Layoffs · Primly Community

laid off on H1B: the 60-day grace period explained with actual dates

visa_vik · 4 replies

i got laid off five weeks ago. i'm going to share exactly how the 60-day grace period works because the information online is confusing and a lot of it is outdated.

the basics: if you're on H1B and you lose your job, USCIS gives you a 60-day grace period. your status doesn't immediately lapse. you have 60 days to do one of: get a new employer to file a transfer petition, change to a different visa status (F1, O1, EB waiver if you're lucky), or leave the country.

when does the 60 days start? this is the one people get wrong. it starts on your last day of employment, not the day you sign the severance agreement, not the day the company announces layoffs, not the day you stop going into the office. the date on your termination letter is your day zero.

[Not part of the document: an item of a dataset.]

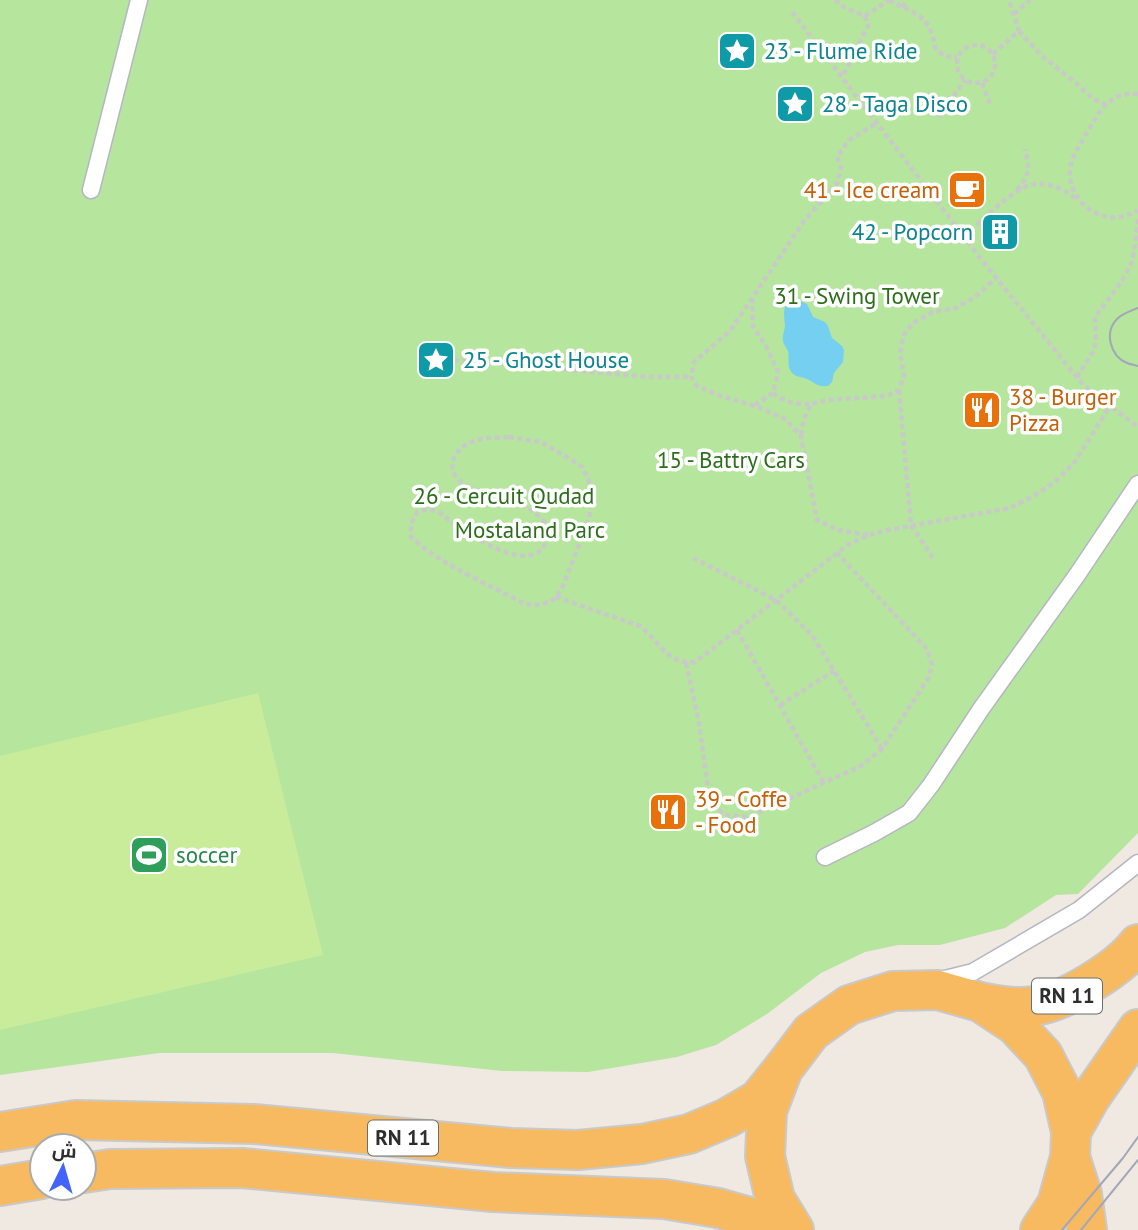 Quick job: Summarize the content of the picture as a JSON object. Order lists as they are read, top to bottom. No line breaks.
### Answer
{"streets":{"highway":["RN 11"]},"parks":["31 - Swing Tower","15 - Battry Cars","26 - Cercuit Qudad","Mostaland Parc"],"places":{"place":["23 - Flume Ride","28 - Taga Disco","25 - Ghost House"],"cafe":["41 - Ice cream"],"building":["42 - Popcorn"],"restaurant":["38 - Burger Pizza","39 - Coffe - Food"],"sports":["soccer"]},"north":"top"}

what actually matters during those 60 days: get your offer letters, pay stubs, and I-797 approval notice somewhere safe and offline immediately. do this today, before your work email gets deactivated. talk to an immigration attorney. not a forum post, an actual attorney. many do free 30-minute consultations. the cost of a consult is nothing compared to what an overstay costs you. a company doesn't need to start a new H1B process to hire you. an H1B transfer (portability) just requires them to file a petition. you can start working on the day they file, not the day it's approved. this makes a huge difference for your timeline.

my timeline so far: day 0 (layoff): emailed my attorney, pulled my immigration files. day 3: signed severance, started applying. day 8: first recruiter screen. day 22: offer extended, attorney started transfer petition. day 30: I-129 filed, i started. 30 days used.

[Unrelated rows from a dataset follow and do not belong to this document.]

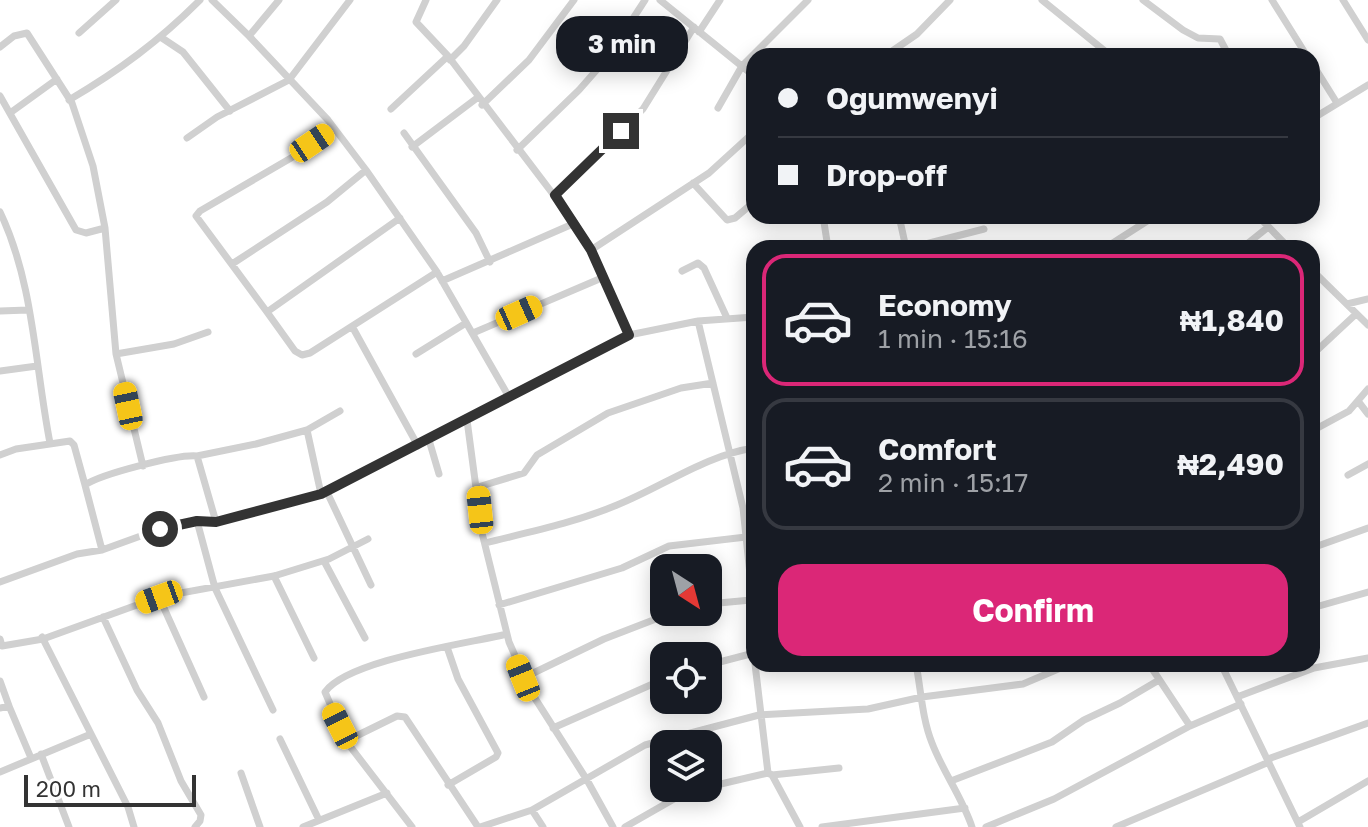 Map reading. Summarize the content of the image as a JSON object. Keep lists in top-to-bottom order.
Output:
{
  "scale_bar": "200 m",
  "north": "bottom right",
  "page": {
    "bubble": "3 min",
    "banner": ["Ogumwenyi", "Drop-off"],
    "list": [
      {
        "name": "Economy",
        "note": "1 min · 15:16",
        "value": "₦1,840"
      },
      {
        "name": "Comfort",
        "note": "2 min · 15:17",
        "value": "₦2,490"
      }
    ],
    "buttons": "Confirm",
    "scale": "200 m"
  }
} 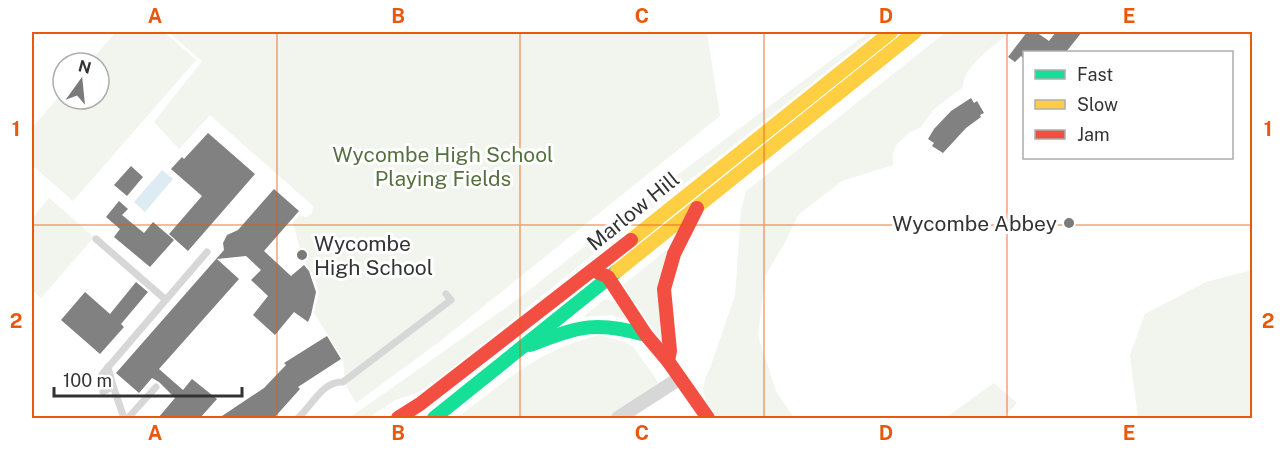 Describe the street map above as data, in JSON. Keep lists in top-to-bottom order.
{
  "streets": {
    "main road": ["Marlow Hill"]
  },
  "parks": ["Wycombe High School Playing Fields"],
  "places": ["Wycombe Abbey", "Wycombe High School"],
  "legend": ["Fast", "Slow", "Jam"],
  "scale_bar": "100 m",
  "north": "top",
  "grid": {
    "columns": [
      "A",
      "B",
      "C",
      "D",
      "E"
    ],
    "rows": ["1", "2"]
  }
}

i know i'm lucky the timeline worked. but doing everything in parallel instead of sequentially is how you don't run out of days. the job search and the immigration process cannot be sequential. they have to be concurrent.

4 replies

ml_mike

one thing to add: ask your new employer to file premium processing (currently ~$2805 extra fee). it converts the approval from several months to 15 business days. if you're running short on days and the employer is willing to pay, it's worth asking about.

sec_sasha

this is terrifying to read and also exactly the kind of thing nobody tells you when you're starting. bookmarking this even though i'm a citizen because i have coworkers in this exact situation.

director_dee

as a hiring manager: if a candidate mentions they're on visa and has timing constraints, this is not a red flag. if anything it tells me they're organized and know their situation. i've expedited an offer once because a candidate explained the portability window to me clearly. communication makes a difference.

visa_vik

this is really good to hear. i've been afraid to bring it up early in the process and now i'm rethinking that.